今回、炎上のきっかけとなった花西子のアイブロウは79元(約1,580円)に対し、淘宝(タオバオ)で売れ筋のアイブロウは10元前後の商品が多い。評価が20万以上付いている13元(約260円)の人気アイブロウを実際に使ってみたが、値段の割に描きやすく消えにくい品質に驚いた。中国では若者の就職難と失業者の増加が社会問題となっている背景からも、コスパを重視する若者が増加するのも納得がいく。
アイスクリーム界のエルメスの異名を持ち、火で炙っても溶けないアイスとして騒がせた中国の高級アイスブランド「鐘薛高」。1つ66元(約1,320円)の超高級アイスを販売したことで一時話題になった。現在はコスパを支持する消費傾向の波には抗えず、高級アイスクリームに対する消費者の熱は落ち着いている。そこで鐘薛高は、打開策として低価格の新しいアイスブランド「Sa‘Saa」を発表した。中国でアイスは2~5元(約40円~100円)で購入できるのに対し、「Sa‘Saa」の価格は3.5元(約70円)。中国のSNSでは「適切な価格」などの書き込みがあった。
節約志向が高まる中国でディスカウントショップが店舗拡大
中国でコスパと聞いたらどの店を思い浮かべるだろうか。中国に住んでいるなら知らない人はいない有名店「好特卖 HotMax(ホットマックス)」は、コスパの代表店と言えるだろう。
中国では数年前から、形などは不揃いだが味は問題なく美味しい「訳アリ商品」や、賞味期限間近だが低価格で購入できる「おつとめ品」の消費が注目されてきた。そして近年、おつとめ品業界のトップを走っているのがホットマックスだ。
ホットマックスは2020年2月に設立。賞味期限や使用期限が近くなった在庫をブランドから買い取り、消費者に格安で販売している。上海、北京、南京を含む10都市以上にシェアを拡大、現在は250店舗以上を展開している。また、30,000以上の商品を管理し、1,000以上のブランドと提携。商品は、スナック菓子などの食品類、日用品や玩具、ペット用品等。大型店の「mega 好特卖」では服や靴、鞄、スポーツ用品などのアパレルも取り扱っている。中国では「おつとめ品経済」が注目を浴び、今後さらに成長する見込みだという。
中国では消費期限が近づいた食品は「臨期食品」と言い、これを販売するビジネスは「臨期経済」=「おつとめ品経済」と呼ばれています。その市場規模は2年後には日本円でおよそ1兆円に達する見通しです。

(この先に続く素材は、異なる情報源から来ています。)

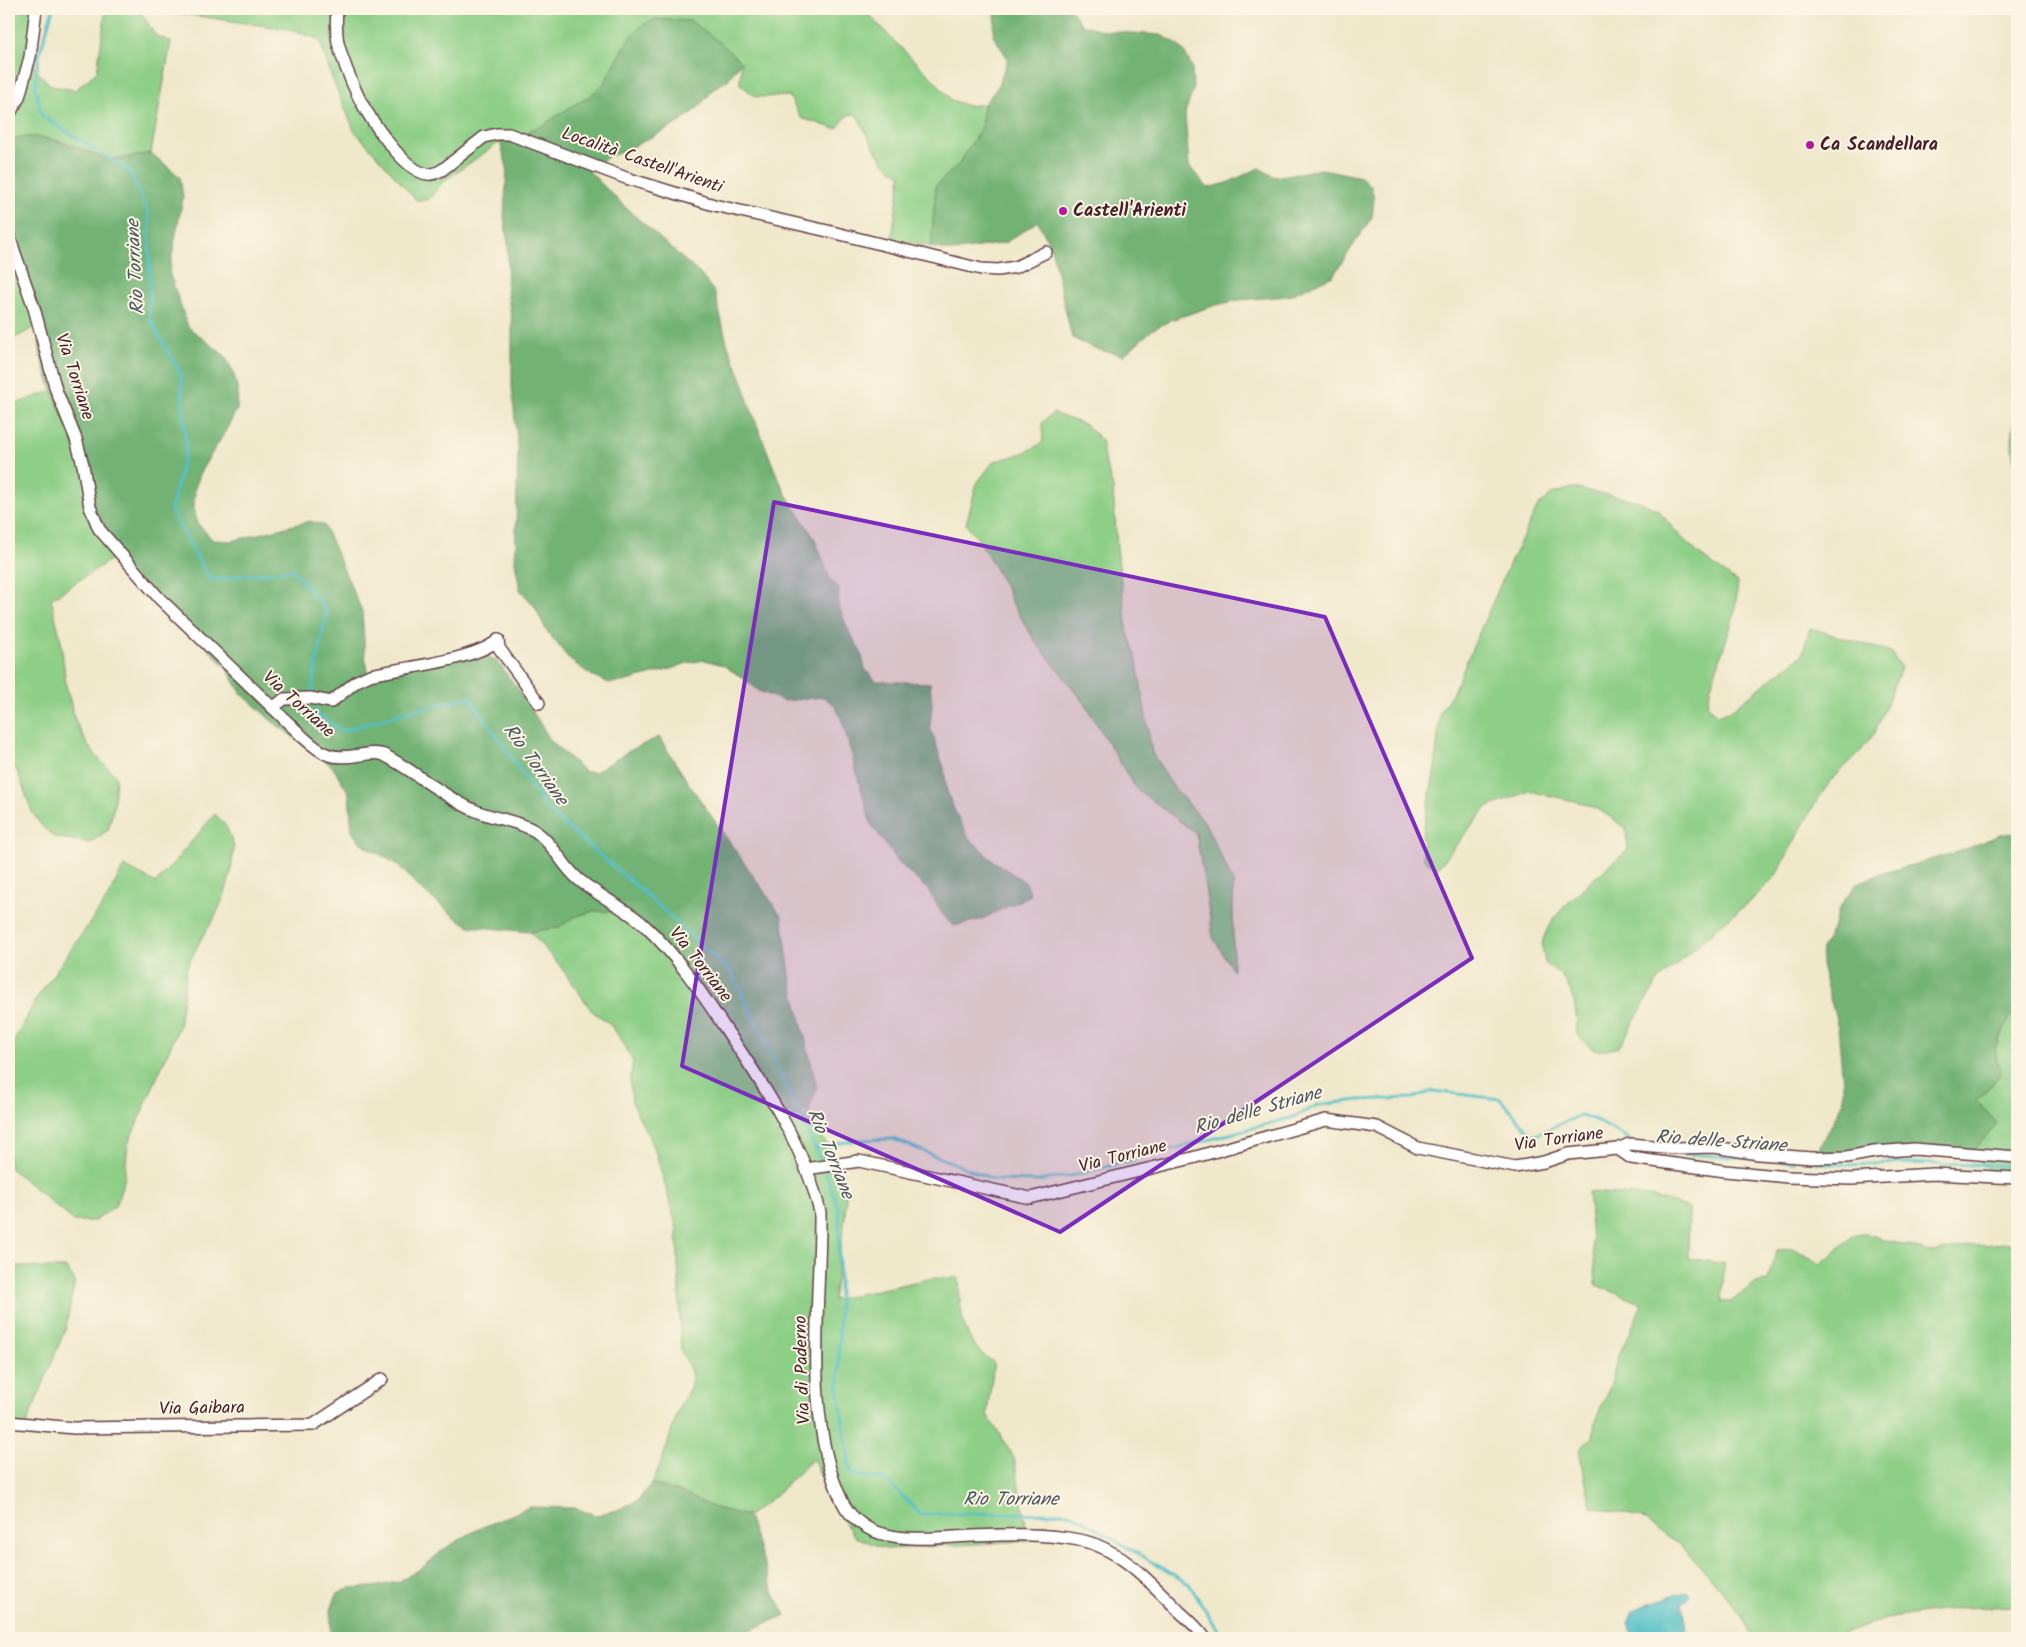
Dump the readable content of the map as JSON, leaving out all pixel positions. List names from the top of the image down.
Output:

(引用元:Yahooニュース https://x.gd/vBAak)
ホットマックスの店内は、平日休日、天候関係なく客が来ており、一定数の顧客を獲得しているように見受けられる。上海とハルビン出身の30代の友人は、「特に子ども用のおやつを購入することが多い。中国メーカーの定番おやつだけではなく、日本や韓国の高いおやつも安く手に入るから何度も利用している。あとは、日本の日焼け止めや顔パックも安く買えることがある」と教えてくれた。ホットマックスはその日によって店に並んでいる商品が違うので、思わぬ掘り出し物に出会えることがある。安さが最大の売りだが、店舗に足を運んでみないと何があるか分からないちょっとしたサプライズ感も顧客の心を掴んでいる。
高価格帯の商品はオワコンなのか 出店ペースを上げるスターバックス
中国上海市の街を実際に歩いてみて感じたのは、やはりコスパを感じられる店には活気があった。例えば、日本の庶民の味方サイゼリヤは中国でも低価格で食事を楽しめて、人の流れもある。また、ユニクロや会員制スーパーのサムズ・クラブ(Sam’s Club)、中古ブランドショップなどコスパが良い所には活気があるように感じた。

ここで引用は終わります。